## Task description
Reproduce the records word for word, from the first line to the line containing "Build a gazetteer".

═════ Supplied records

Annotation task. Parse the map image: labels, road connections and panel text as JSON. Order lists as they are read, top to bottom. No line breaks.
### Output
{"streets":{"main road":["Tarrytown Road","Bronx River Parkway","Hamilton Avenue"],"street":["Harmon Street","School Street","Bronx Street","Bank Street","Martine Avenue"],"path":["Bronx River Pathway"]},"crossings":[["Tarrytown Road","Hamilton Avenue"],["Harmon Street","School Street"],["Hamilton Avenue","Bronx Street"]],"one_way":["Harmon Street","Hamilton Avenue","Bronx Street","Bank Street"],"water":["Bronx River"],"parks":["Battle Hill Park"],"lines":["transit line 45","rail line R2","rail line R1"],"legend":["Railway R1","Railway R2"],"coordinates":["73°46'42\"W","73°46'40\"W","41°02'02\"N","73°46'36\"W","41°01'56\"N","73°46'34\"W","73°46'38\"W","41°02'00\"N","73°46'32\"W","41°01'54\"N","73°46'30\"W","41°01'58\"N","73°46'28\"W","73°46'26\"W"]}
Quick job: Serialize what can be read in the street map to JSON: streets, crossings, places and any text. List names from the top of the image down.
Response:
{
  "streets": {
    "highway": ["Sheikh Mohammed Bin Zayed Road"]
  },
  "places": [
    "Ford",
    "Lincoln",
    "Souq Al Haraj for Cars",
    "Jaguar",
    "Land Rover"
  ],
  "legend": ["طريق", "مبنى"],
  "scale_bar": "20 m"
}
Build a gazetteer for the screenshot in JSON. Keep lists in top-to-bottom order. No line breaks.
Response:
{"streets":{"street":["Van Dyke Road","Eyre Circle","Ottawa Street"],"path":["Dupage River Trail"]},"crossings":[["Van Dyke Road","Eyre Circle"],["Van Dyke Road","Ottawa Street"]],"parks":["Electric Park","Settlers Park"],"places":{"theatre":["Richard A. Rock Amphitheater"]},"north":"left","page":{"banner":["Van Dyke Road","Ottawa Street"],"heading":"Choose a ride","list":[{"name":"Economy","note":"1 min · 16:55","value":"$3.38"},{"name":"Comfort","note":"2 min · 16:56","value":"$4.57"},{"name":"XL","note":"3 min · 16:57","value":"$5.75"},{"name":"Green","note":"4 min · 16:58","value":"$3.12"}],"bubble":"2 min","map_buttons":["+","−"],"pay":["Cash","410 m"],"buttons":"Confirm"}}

══════════

## Written reply
Annotation task. Parse the map image: labels, road connections and panel text as JSON. Order lists as they are read, top to bottom. No line breaks.
### Output
{"streets":{"main road":["Tarrytown Road","Bronx River Parkway","Hamilton Avenue"],"street":["Harmon Street","School Street","Bronx Street","Bank Street","Martine Avenue"],"path":["Bronx River Pathway"]},"crossings":[["Tarrytown Road","Hamilton Avenue"],["Harmon Street","School Street"],["Hamilton Avenue","Bronx Street"]],"one_way":["Harmon Street","Hamilton Avenue","Bronx Street","Bank Street"],"water":["Bronx River"],"parks":["Battle Hill Park"],"lines":["transit line 45","rail line R2","rail line R1"],"legend":["Railway R1","Railway R2"],"coordinates":["73°46'42\"W","73°46'40\"W","41°02'02\"N","73°46'36\"W","41°01'56\"N","73°46'34\"W","73°46'38\"W","41°02'00\"N","73°46'32\"W","41°01'54\"N","73°46'30\"W","41°01'58\"N","73°46'28\"W","73°46'26\"W"]}
Quick job: Serialize what can be read in the street map to JSON: streets, crossings, places and any text. List names from the top of the image down.
Response:
{
  "streets": {
    "highway": ["Sheikh Mohammed Bin Zayed Road"]
  },
  "places": [
    "Ford",
    "Lincoln",
    "Souq Al Haraj for Cars",
    "Jaguar",
    "Land Rover"
  ],
  "legend": ["طريق", "مبنى"],
  "scale_bar": "20 m"
}
Build a gazetteer for the screenshot in JSON. Keep lists in top-to-bottom order. No line breaks.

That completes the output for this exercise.